Tianjin Yamazaki Film was advised against releasing Niu Lai due to its quality, but chose to do so due to it being run by a friend of Xin. It premiered in 245 theaters on 5 August 2026, before being reduced to 4 theaters by 14 August. The number of daily screenings increased from 21 on 14 August to 359 on 15 August. The China Film Shengshi Warner International Cinema in Beijing chose to screen Niu Lai due to a lack of other animated films available.

==Reception==
===Box office===
Niu Lai earned ¥7,169 (USD$) from 236 people in the first nine days of its release. However, following mass social media mockery, it earned over ¥100,000 in presales, including ¥46,000 on 15 August. It became a sleeper hit, which earned millions of yuan at the box office in the following days. It has grossed ¥60.27 million (USD$) at the box office. It is among the top ten highest-grossing animated films in China in 2026 and one of the highest returns on investment for a film. Tianjin Maoyan Weiying Culture Media estimated that it would earn ¥133–135 million, but lowered its projection to be ¥61.239 million. Its theatrical run will end on 4 October.

===Critical response===

The film was criticized due to its visual quality. In this shot, the father of Niu Lai (right) comments on the flavor of the milk produced by Niu Lai's mother (left).

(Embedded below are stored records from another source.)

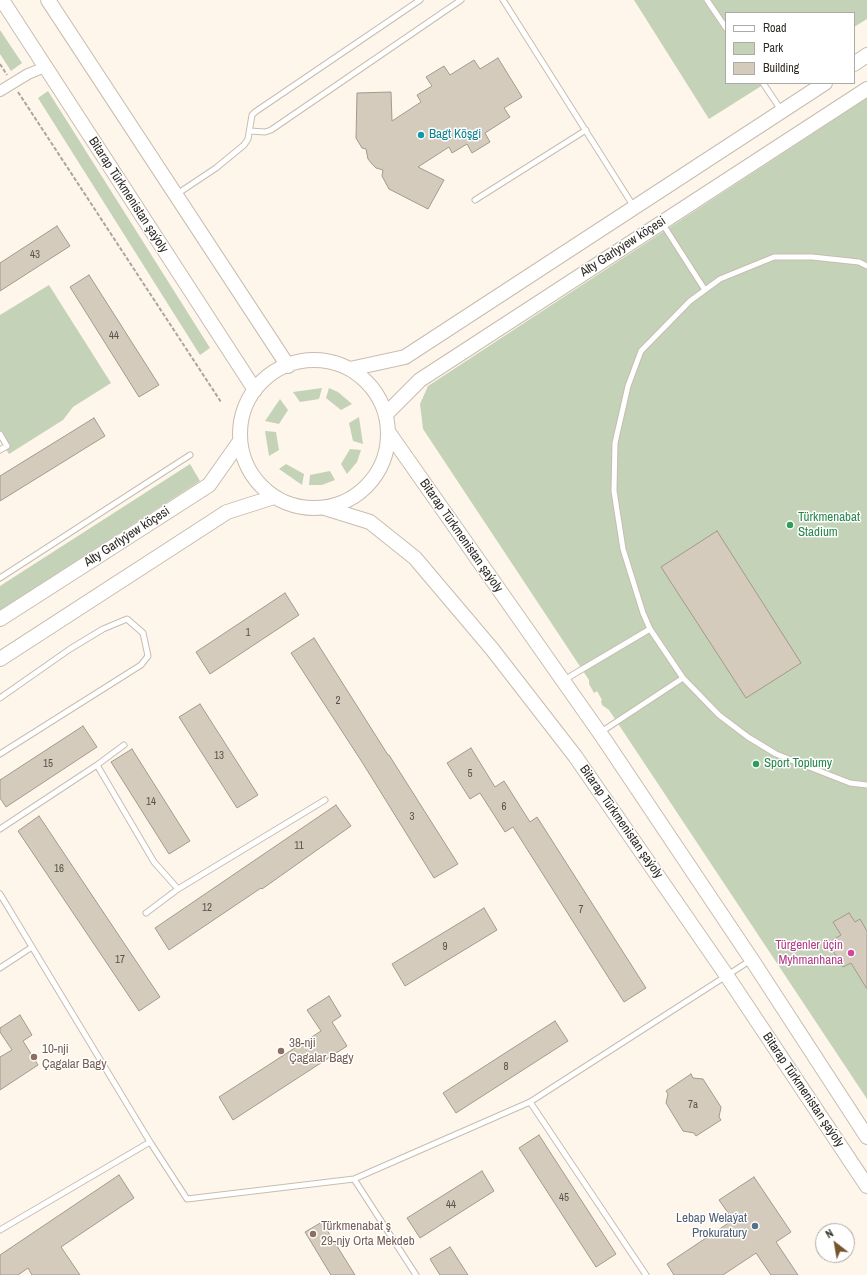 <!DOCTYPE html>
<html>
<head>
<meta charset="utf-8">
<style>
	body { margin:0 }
	#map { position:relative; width:867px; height:1275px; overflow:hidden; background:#fff6eb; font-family:"Archivo Narrow",sans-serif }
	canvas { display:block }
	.legend { position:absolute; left:725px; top:12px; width:130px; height:72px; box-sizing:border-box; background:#fff; border:1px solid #acaaa8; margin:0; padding:5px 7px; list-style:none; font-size:12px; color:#2f2b26 }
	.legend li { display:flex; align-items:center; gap:8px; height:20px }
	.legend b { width:20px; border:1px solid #acaaa8 }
	.north { position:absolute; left:815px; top:1223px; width:40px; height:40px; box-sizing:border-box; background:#fff; border:1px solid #acaaa8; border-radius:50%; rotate:329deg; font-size:11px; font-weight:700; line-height:16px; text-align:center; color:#2f2b26 }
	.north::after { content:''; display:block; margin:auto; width:14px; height:18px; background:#75552b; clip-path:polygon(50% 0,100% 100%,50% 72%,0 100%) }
</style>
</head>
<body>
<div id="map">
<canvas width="867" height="1275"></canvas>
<ul class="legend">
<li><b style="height:5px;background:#fff"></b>Road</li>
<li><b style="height:11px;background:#c4d2b8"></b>Park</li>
<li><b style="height:11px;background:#d4cbbd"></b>Building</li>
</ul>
<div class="north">N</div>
</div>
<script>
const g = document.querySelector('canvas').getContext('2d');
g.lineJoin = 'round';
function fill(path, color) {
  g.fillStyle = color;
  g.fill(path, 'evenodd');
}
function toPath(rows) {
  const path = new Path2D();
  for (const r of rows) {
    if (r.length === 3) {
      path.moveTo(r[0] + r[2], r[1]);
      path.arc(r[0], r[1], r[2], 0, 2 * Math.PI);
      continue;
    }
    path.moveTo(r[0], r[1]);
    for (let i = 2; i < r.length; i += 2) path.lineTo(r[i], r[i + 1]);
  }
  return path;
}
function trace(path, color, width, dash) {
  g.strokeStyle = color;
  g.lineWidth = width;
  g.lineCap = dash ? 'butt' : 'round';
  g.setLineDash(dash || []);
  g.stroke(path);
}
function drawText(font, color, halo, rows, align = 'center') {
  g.font = font + ' "Archivo Narrow",sans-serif';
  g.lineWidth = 3;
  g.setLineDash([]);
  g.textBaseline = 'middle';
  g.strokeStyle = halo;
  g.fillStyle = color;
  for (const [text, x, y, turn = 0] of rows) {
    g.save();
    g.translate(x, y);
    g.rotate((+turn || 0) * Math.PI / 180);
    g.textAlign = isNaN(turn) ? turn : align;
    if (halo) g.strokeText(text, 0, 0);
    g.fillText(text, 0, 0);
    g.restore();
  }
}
const green = toPath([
	[634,0,867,0,867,19,854,27,854,13,726,13,726,83,766,83,709,119],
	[0,30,22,63,11,71,0,54],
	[48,91,210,348,200,355,38,98],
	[867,98,867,1099,609,710,602,705,601,701,602,700,597,691,594,693,589,684,589,680,423,429,420,404,428,386],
	[49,285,111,383,73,407,63,420,9,454,0,440,0,315],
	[322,388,319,399,300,402,293,392],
	[329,388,338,392,352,404,341,410,326,398],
	[280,399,288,410,279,424,265,421],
	[359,417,363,444,353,441,349,423],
	[265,431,276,432,279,450,269,456],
	[350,449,361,450,357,462,347,474,341,464],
	[190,464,200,481,0,610,0,586],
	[286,464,304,474,302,485,279,469],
	[330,471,335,480,322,485,309,485,310,475]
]);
const building = toPath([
	[498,58,522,97,504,108,510,117,485,133,490,142,472,153,467,144,452,153,449,147,418,167,444,180,428,209,389,189,382,176,383,170,376,168,372,164,368,159,366,149,362,148,356,138,357,93,391,92,392,121,421,102,417,95,432,86,426,77,444,66,450,75,474,60,480,69,498,58],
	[57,226,70,246,0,291,0,263,57,226],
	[89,275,159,385,139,397,70,287,89,275],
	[94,418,105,436,0,501,0,476,94,418],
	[717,531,801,663,746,698,661,567,717,531],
	[285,593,299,615,210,674,196,652,285,593],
	[314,638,388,755,389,755,458,864,434,878,362,762,291,653,314,638],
	[200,704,258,795,237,808,179,717,200,704],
	[83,726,97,747,6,807,0,798,0,780,83,726],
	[471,748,495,787,504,781,530,822,537,817,646,988,624,1002,513,827,505,832,480,793,470,799,447,763,471,748],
	[132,749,190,841,169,854,111,762,132,749],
	[336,805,351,826,262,889,261,888,169,950,155,928,336,805],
	[39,816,160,997,139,1011,18,831,39,816],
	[484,908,497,930,405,986,392,964,484,908],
	[849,913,855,922,860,919,867,931,867,989,851,963,843,967,828,943,841,935,833,922,849,913],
	[329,996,341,1016,332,1022,347,1046,233,1120,219,1097,321,1031,307,1010,329,996],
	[20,1015,32,1035,23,1041,38,1065,0,1090,0,1057,12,1050,0,1032,0,1028,20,1015],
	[555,1021,568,1041,456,1113,443,1093,555,1021],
	[691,1074,693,1078,703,1079,721,1107,719,1117,721,1120,696,1136,694,1133,683,1131,666,1103,668,1094,666,1091,691,1074],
	[539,1135,616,1254,596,1267,519,1148,539,1135],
	[482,1171,494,1191,420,1238,407,1218,482,1171],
	[119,1175,134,1198,61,1247,80,1275,32,1275,28,1268,18,1275,0,1275,0,1255,119,1175],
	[754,1177,791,1232,776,1242,798,1275,771,1275,756,1253,723,1275,674,1275,667,1264,733,1220,719,1200,754,1177],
	[322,1222,355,1275,331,1275,305,1232,322,1222],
	[450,1247,468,1275,440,1275,430,1259,450,1247]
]);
const path = toPath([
	[0,64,7,75],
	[18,92,221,402]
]);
const lane = toPath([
	[503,0,634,207],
	[707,0,726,28],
	[763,83,781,110],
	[250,131,265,132,271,130,461,0],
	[177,194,216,168,244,145,248,139,252,115,255,112,420,0],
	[475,200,586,130],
	[662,223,705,290],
	[0,434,7,446,0,450],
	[0,578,190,455],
	[650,629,683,678],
	[564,680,650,629,643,613,623,549,614,491,615,443,628,386,641,351,690,301,720,279,774,257,812,257,859,262,867,266],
	[0,698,70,649,103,629,127,619,143,633,148,656,141,665,0,754],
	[601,732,683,678,719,715,748,737,776,754,850,783,867,785],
	[97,765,154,862,178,889],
	[0,829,97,765,124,745],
	[0,894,150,1142,187,1199,354,1179,530,1102,751,960],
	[146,913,178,889,325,800],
	[0,968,32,947],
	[530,1102,646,1275],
	[354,1179,416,1275],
	[0,1230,150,1142]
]);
const street = toPath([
	[0,91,28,74,45,67]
]);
const secondary = toPath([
	[2,0,255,390],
	[48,0,288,366],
	[854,64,867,55],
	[314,434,74],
	[350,369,405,357,825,83],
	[386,414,420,380,867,89],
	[389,433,604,739,752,960,867,1137],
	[325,508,370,522,415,558,492,649,575,756,727,976,867,1186],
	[0,619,209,485,240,441],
	[0,659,227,512,274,497]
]);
const markers = [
	[421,135,4,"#0f9aa8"],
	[790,525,4,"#2e9e5b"],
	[756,764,4,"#2e9e5b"],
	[851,953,4,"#d1479c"],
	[281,1051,4,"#8d6e63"],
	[34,1057,4,"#8d6e63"],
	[755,1226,4,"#5c6f8a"],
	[313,1234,4,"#8d6e63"]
];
const numberNames = [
	["43",35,255],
	["44",114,336],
	["1",248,633],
	["2",338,701],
	["13",219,756],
	["15",48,764],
	["5",470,774],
	["14",151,802],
	["6",504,807],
	["3",412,817],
	["11",299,846],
	["16",59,869],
	["12",207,908],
	["7",581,910],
	["9",445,947],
	["17",120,960],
	["8",506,1067],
	["7a",693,1105],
	["45",564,1198],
	["44",451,1205]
];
const cultureNames = [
	["Bagt Köşgi",429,135]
];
const streetNames = [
	["Bitarap Türkmenistan şaýoly",128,195,57],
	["Alty Garlyýew köçesi",623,247,-33],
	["Bitarap Türkmenistan şaýoly",461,536,55],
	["Alty Garlyýew köçesi",127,537,-33],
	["Bitarap Türkmenistan şaýoly",621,822,55],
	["Bitarap Türkmenistan şaýoly",803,1090,56]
];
const leisureNames = [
	["Türkmenabat",798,518],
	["Stadium",798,533],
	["Sport Toplumy",764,764]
];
const hotelNames = [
	["Türgenler üçin",843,946],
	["Myhmanhana",843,961]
];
const educationNames = [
	["38-nji",289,1044],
	["Çagalar Bagy",289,1059],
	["10-nji",42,1050],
	["Çagalar Bagy",42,1065],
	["Türkmenabat ş",321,1227],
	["29-njy Orta Mekdeb",321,1242]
];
const serviceNames = [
	["Lebap Welaýat",747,1219],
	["Prokuratury",747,1234]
];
fill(green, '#c4d2b8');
fill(building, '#d4cbbd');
trace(building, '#a39a8c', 1);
trace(lane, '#c7bdb0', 7);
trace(street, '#c7bdb0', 12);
trace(secondary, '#c7bdb0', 16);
trace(path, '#aca59c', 2, [4, 2]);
trace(lane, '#fff', 5);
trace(street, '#fff', 10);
trace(secondary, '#fff', 14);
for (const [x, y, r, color] of markers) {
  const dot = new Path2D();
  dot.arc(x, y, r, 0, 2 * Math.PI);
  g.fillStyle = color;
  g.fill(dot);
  trace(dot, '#fff', 1.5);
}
drawText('11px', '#58534c', null, numberNames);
drawText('13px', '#0d838f', '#fff', cultureNames, 'left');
drawText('13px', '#2f2b26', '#fff', streetNames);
drawText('13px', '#27864d', '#fff', leisureNames, 'left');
drawText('13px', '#b23c85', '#fff', hotelNames, 'right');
drawText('13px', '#785e54', '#fff', educationNames, 'left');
drawText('13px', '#4e5e75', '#fff', serviceNames, 'right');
</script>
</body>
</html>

FTV News noted that many audience members found a jarring difference between the ink wash painting for the poster and the low quality computer-generated imagery for the film.

Niu Lai has been described as a cult film. The BBC noted that social media users preferred the low-quality but human-made animation over AI art. Animation art director Zhou Shengwei (周圣崴) compared the popularity of Niu Lai to The Rocky Horror Picture Show (1975) and The Room (2003). Film critic Ryan Ra wrote that the unconventional character designs and animation incited laughter among the audience.

Lily Kuo, writing for The New York Times, noted that the plot was baffling and that the animation was compared to a Microsoft PowerPoint presentation. Ed Power, writing for The Daily Telegraph, compared the animation to the music video for "Money for Nothing" by Dire Straits. Film critic Jenni Zylka criticized the dialogue as sluggish, the lip-syncing was off-key, and compared the cow models to the Teletubbies.

The Beijing News criticized Niu Lai for lowering the bar on expectations for poorly made films and called for theaters to stop screening the film. Cui Jingxuan, the director of Citywide Manhunt (全城追缉) (2026), stated that Niu Lai "ripped off the last fig leaf of Chinese cinemas".